ARTWORLD FOR SALE
Can The Middle East buy itself a contemporary art scene?
by Jamie Tennent
The west’s idea of life in the United Arab Emirates (UAE) has changed dramatically over the last few years. Where once the assumption was camels trudging through the desert a la Lawrence of Arabia, the stereotype has changed to super cars racing Dubai streets, never ending malls and clubs on skyscraper rooftops.
It is an oil-rich country selling itself on images of blingy capitalistic freedom created by a government flush with cash: the formula one tournament, the second largest mall in the world, the most expensive hotel, the tallest building, the largest indoor ski slope. And coming soon, a Guggenheim, a Louvre and a Christo sculpture to overshadow the pyramids.

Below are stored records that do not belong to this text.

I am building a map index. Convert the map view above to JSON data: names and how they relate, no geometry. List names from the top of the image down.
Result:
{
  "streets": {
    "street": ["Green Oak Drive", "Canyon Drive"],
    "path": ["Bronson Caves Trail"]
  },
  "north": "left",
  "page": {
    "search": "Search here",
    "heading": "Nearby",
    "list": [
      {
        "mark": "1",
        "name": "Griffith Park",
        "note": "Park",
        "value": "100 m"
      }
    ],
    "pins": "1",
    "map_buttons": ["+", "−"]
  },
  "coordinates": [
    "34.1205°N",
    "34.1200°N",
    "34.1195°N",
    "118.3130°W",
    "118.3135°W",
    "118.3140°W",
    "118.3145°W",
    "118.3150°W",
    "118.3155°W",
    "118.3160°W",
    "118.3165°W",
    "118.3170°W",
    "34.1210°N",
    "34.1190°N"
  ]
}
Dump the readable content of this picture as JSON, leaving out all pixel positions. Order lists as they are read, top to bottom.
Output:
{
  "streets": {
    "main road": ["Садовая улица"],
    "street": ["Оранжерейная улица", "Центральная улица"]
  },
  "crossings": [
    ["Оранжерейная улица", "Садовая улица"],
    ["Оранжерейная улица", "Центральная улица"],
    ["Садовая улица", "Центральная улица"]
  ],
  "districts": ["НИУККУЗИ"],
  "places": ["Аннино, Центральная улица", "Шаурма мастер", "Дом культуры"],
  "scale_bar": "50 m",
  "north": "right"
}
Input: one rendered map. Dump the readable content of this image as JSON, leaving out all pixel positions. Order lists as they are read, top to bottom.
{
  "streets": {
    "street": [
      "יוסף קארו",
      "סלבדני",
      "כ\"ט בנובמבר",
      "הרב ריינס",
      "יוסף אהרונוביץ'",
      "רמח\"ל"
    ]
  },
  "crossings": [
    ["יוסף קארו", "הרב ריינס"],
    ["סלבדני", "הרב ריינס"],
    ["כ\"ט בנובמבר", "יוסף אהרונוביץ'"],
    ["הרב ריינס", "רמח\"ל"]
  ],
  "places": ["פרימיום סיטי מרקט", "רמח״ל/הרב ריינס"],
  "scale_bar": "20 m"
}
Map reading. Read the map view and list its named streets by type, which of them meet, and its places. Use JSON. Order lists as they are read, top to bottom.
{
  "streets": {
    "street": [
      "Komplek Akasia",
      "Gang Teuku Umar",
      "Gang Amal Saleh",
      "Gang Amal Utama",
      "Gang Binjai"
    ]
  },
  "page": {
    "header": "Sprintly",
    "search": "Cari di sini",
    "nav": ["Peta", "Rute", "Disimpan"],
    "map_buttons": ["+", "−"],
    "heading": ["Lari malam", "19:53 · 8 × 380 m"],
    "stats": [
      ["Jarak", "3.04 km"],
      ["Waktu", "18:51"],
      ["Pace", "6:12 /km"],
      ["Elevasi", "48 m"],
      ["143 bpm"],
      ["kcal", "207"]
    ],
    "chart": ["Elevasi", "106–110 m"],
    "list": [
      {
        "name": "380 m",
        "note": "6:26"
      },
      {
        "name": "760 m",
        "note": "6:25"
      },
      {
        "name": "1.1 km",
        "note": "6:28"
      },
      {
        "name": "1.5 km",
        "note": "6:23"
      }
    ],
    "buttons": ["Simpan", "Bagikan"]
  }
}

How could a country that thrives on the image of decadent, rampant capitalism become a center for culture? The answer is obvious: an awful lot of money.
At least the purchase of a Guggenheim caused a fuss. The whole plan was very nearly scrapped over the UAE record on worker’s rights and culture of turning a blind eye to the plight of migrant labor from South Asia. Admittedly, things are getting better, thanks largely to international pressure – domestic dissidence being an easily jailable offence - but such questionable political ethics should not be part of the majority liberal artworld.
Of course The Guggenhiem shouldn’t be confined to one building in New York, and it’s not – there are ‘sister’ galleries in Venice, Italy, and Bilbao, Spain, but these are two countries with long histories of visual art, be it glorious paintings or society changing cultural movements, the UAE does not share these Eurocentric ideals.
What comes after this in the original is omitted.